YOUR GOAL: Your response should reproduce every line of the entries that contains the word "canvas".

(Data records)
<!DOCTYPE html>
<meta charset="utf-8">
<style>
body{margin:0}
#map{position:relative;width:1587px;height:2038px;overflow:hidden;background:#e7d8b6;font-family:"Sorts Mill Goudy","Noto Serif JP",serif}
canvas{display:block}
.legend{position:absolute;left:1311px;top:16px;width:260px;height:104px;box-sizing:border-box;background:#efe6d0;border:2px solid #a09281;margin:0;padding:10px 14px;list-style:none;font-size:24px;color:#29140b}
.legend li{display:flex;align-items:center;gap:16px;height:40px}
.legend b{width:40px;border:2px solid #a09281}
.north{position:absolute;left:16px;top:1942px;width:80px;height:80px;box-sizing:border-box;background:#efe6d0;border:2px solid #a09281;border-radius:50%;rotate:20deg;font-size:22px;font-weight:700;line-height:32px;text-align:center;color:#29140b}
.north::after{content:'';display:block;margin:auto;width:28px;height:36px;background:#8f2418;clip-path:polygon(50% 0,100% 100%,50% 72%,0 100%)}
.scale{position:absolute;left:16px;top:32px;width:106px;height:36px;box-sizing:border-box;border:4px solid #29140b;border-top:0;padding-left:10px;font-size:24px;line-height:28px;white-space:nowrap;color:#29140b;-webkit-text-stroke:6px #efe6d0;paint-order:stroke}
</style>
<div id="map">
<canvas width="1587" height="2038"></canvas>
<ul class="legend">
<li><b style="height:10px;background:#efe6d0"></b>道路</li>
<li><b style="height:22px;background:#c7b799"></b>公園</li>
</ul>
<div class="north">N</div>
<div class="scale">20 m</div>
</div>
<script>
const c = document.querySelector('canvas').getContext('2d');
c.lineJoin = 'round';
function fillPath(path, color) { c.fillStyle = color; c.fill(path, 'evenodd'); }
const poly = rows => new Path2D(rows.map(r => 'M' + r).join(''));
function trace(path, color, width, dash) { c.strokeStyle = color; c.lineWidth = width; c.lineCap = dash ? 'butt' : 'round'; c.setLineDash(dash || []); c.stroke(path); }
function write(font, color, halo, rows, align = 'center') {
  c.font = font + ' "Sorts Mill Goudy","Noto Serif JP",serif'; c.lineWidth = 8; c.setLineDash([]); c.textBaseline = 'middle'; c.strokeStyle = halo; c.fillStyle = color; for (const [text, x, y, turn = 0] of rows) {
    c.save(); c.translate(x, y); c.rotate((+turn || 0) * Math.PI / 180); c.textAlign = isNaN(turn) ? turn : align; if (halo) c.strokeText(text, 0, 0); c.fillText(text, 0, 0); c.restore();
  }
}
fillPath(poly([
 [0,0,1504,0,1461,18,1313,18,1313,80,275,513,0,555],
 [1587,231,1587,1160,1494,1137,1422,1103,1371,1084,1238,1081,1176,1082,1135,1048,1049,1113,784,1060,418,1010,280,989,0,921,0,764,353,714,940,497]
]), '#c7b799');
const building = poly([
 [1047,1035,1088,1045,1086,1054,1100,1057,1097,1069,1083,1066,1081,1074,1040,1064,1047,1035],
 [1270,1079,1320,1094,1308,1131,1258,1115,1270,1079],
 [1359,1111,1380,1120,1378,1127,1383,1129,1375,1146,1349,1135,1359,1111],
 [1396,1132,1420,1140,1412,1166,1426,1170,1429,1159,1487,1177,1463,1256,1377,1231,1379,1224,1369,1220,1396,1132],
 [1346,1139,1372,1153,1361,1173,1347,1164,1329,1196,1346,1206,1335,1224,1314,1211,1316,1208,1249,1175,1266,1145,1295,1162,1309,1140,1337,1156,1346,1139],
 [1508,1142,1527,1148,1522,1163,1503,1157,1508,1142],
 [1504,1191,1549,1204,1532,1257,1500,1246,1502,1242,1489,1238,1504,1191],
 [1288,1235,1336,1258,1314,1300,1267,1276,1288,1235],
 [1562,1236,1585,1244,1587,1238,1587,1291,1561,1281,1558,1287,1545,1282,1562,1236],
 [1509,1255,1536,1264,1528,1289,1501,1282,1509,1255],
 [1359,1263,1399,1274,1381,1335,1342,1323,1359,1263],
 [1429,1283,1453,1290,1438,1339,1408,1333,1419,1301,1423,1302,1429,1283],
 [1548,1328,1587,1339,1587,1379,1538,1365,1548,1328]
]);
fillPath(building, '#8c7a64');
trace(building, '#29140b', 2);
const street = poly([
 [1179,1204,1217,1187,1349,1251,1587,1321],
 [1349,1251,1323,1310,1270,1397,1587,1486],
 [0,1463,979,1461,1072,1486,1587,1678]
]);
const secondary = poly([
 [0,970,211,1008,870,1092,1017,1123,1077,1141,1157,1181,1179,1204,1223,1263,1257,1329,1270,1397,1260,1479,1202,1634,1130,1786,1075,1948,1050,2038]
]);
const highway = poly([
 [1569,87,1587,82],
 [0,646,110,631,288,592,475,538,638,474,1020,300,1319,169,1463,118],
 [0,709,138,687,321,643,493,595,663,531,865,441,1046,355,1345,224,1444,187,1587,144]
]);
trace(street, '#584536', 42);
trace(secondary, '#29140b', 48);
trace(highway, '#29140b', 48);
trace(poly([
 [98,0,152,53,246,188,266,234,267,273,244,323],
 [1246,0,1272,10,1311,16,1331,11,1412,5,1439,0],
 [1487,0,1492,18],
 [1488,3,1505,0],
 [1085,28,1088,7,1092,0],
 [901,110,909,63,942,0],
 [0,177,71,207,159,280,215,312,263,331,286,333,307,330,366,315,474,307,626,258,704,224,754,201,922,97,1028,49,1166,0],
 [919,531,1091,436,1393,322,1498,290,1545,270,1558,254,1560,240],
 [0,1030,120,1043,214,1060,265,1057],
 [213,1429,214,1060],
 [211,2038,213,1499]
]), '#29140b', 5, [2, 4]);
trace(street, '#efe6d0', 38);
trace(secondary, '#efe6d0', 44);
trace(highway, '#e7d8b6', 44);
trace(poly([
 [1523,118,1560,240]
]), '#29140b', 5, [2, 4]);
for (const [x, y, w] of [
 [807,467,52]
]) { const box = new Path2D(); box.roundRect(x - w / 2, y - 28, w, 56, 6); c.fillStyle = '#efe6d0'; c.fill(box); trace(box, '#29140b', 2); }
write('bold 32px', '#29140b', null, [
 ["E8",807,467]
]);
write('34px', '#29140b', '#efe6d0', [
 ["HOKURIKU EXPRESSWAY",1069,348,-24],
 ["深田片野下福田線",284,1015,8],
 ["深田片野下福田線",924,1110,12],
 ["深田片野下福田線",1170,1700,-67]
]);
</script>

SOLUTION FOR THIS PROBLEM:
canvas{display:block}
<canvas width="1587" height="2038"></canvas>
const c = document.querySelector('canvas').getContext('2d');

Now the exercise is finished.